A conducting rod is pulled horizontally with constant force F= 4.60 N along a se

Question

A conducting rod is pulled horizontally with constant force F= 4.60 N along a set of rails separated by d= 0.320 m. A uniform magnetic field B= 0.500 T is directed into the page. There is no friction between the rod and the rails, and the rod moves with constant velocity v= 4.70 m/s.

1. Using Faraday's Law, calculate the induced emf around the loop in the figure that is caused by the changing flux. Assign clockwise to be the positive direction for emf.

2. The emf around the loop causes a current to flow.
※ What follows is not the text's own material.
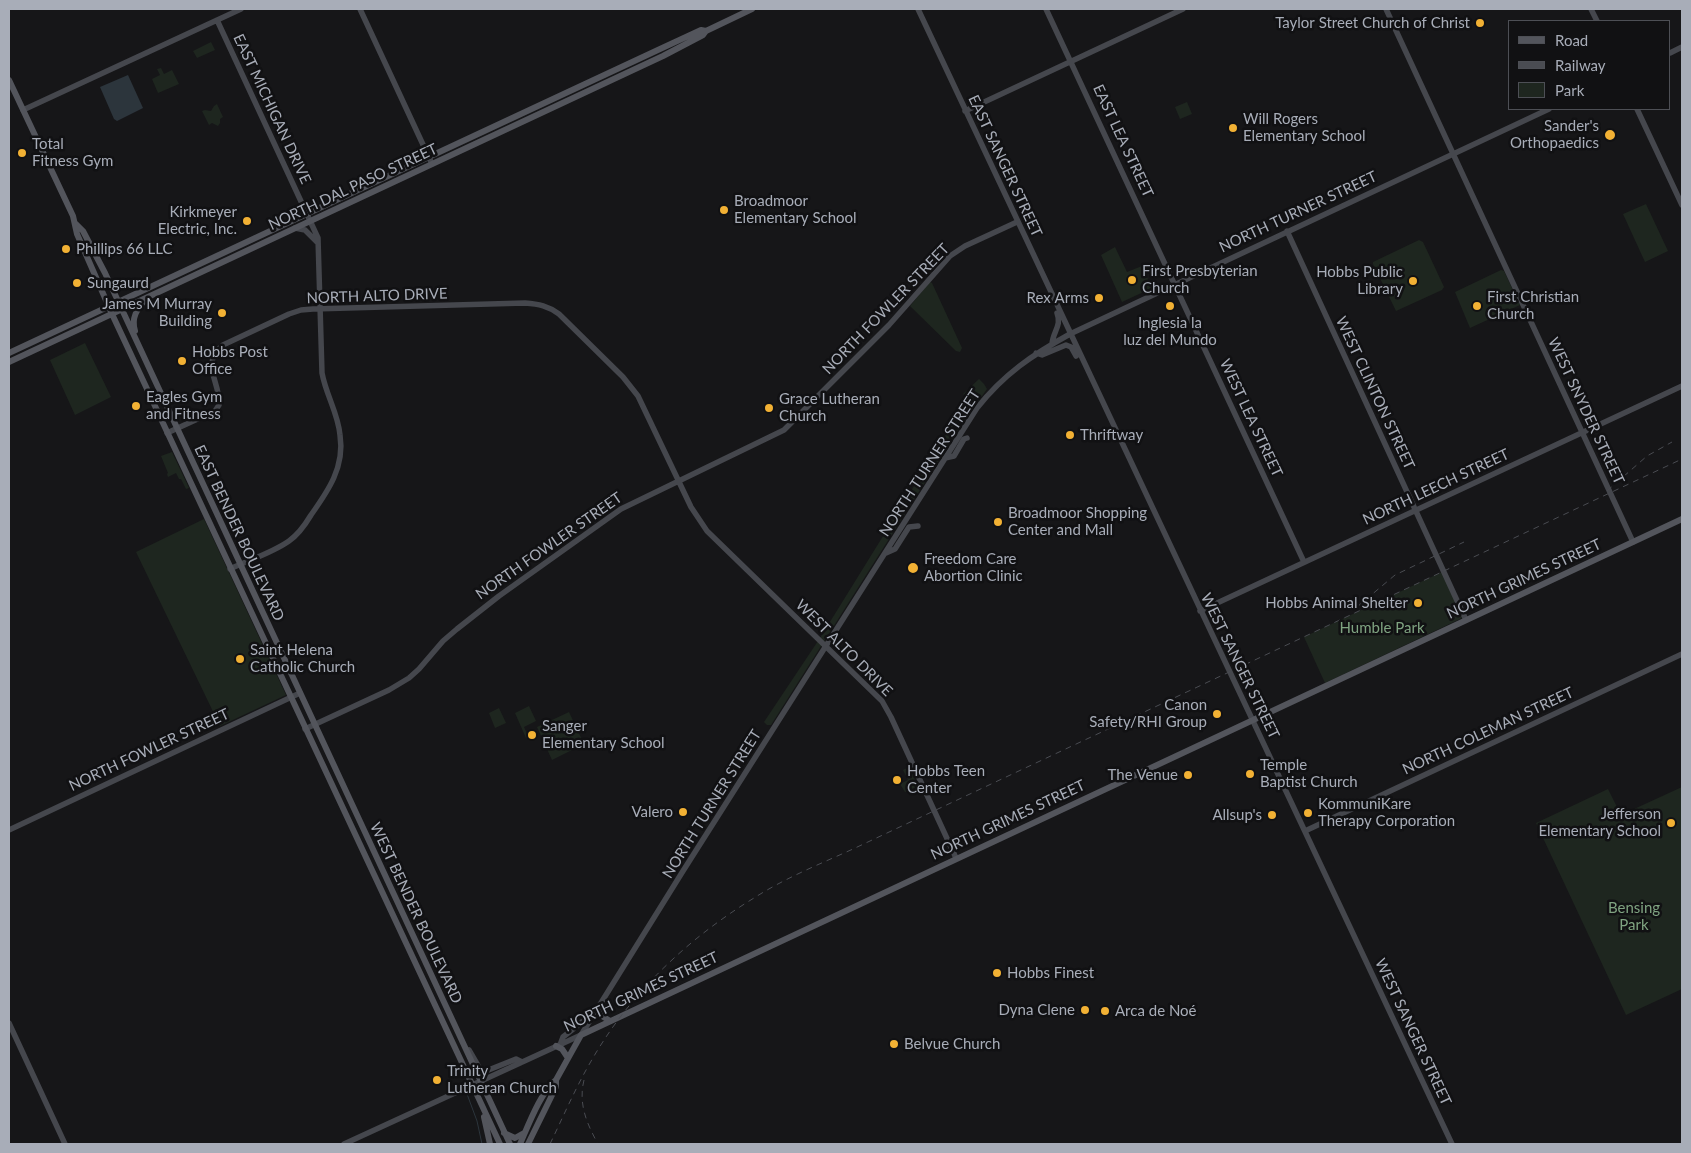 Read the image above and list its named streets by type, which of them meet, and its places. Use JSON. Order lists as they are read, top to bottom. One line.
{"streets":{"main road":["NORTH DAL PASO STREET","NORTH TURNER STREET","EAST BENDER BOULEVARD","NORTH GRIMES STREET","WEST BENDER BOULEVARD"],"street":["EAST MICHIGAN DRIVE","EAST LEA STREET","EAST SANGER STREET","NORTH ALTO DRIVE","NORTH FOWLER STREET","WEST CLINTON STREET","WEST SNYDER STREET","WEST LEA STREET","NORTH LEECH STREET","WEST ALTO DRIVE","WEST SANGER STREET","NORTH COLEMAN STREET"]},"crossings":[["EAST MICHIGAN DRIVE","NORTH DAL PASO STREET"],["EAST MICHIGAN DRIVE","NORTH ALTO DRIVE"],["EAST MICHIGAN DRIVE","EAST BENDER BOULEVARD"],["EAST LEA STREET","NORTH TURNER STREET"],["EAST LEA STREET","WEST LEA STREET"],["EAST SANGER STREET","NORTH TURNER STREET"],["EAST SANGER STREET","NORTH FOWLER STREET"],["EAST SANGER STREET","WEST SANGER STREET"],["NORTH DAL PASO STREET","EAST BENDER BOULEVARD"],["NORTH TURNER STREET","WEST CLINTON STREET"],["NORTH TURNER STREET","WEST SNYDER STREET"],["NORTH TURNER STREET","WEST LEA STREET"],["NORTH TURNER STREET","NORTH GRIMES STREET"],["NORTH TURNER STREET","WEST ALTO DRIVE"],["NORTH TURNER STREET","WEST SANGER STREET"],["NORTH ALTO DRIVE","NORTH FOWLER STREET"],["NORTH ALTO DRIVE","EAST BENDER BOULEVARD"],["NORTH ALTO DRIVE","WEST ALTO DRIVE"],["NORTH FOWLER STREET","EAST BENDER BOULEVARD"],["NORTH FOWLER STREET","WEST ALTO DRIVE"],["NORTH FOWLER STREET","WEST BENDER BOULEVARD"],["WEST CLINTON STREET","NORTH LEECH STREET"],["WEST CLINTON STREET","NORTH GRIMES STREET"],["WEST SNYDER STREET","NORTH LEECH STREET"],["WEST SNYDER STREET","NORTH GRIMES STREET"],["WEST LEA STREET","NORTH LEECH STREET"],["NORTH LEECH STREET","WEST SANGER STREET"],["EAST BENDER BOULEVARD","WEST BENDER BOULEVARD"],["NORTH GRIMES STREET","WEST ALTO DRIVE"],["NORTH GRIMES STREET","WEST SANGER STREET"],["NORTH GRIMES STREET","WEST BENDER BOULEVARD"],["WEST SANGER STREET","NORTH COLEMAN STREET"]],"parks":["Humble Park","Bensing Park"],"places":["Taylor Street Church of Christ","Will Rogers Elementary School","Sander's Orthopaedics","Total Fitness Gym","Broadmoor Elementary School","Kirkmeyer Electric, Inc.","Phillips 66 LLC","First Presbyterian Church","Hobbs Public Library","Sungaurd","Rex Arms","Inglesia la luz del Mundo","First Christian Church","James M Murray Building","Hobbs Post Office","Eagles Gym and Fitness","Grace Lutheran Church","Thriftway","Broadmoor Shopping Center and Mall","Freedom Care Abortion Clinic","Hobbs Animal Shelter","Saint Helena Catholic Church","Canon Safety/RHI Group","Sanger Elementary School","Temple Baptist Church","The Venue","Hobbs Teen Center","Valero","KommuniKare Therapy Corporation","Allsup's","Jefferson Elementary School","Hobbs Finest","Dyna Clene","Arca de Noé","Belvue Church","Trinity Lutheran Church"],"legend":["Road","Railway","Park"]}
How large is that current? (Again, use a positive value for clockwise direction.)

3. From your previous results, what must be the electrical resistance of the loop? (The resistance of the rails is negligible compared to the resistance of the rod, so the resistance of the loop is constant.)

4. The rate at which the external force does mechanical work must be equal to the rate at which energy is dissipated in the circuit. What is that rate of energy dissipation (power dissipated)?

Explanation / Answer

F= 4.60 N ; d= 0.320 m.; B= 0.500 T ; v= 4.70 m/s.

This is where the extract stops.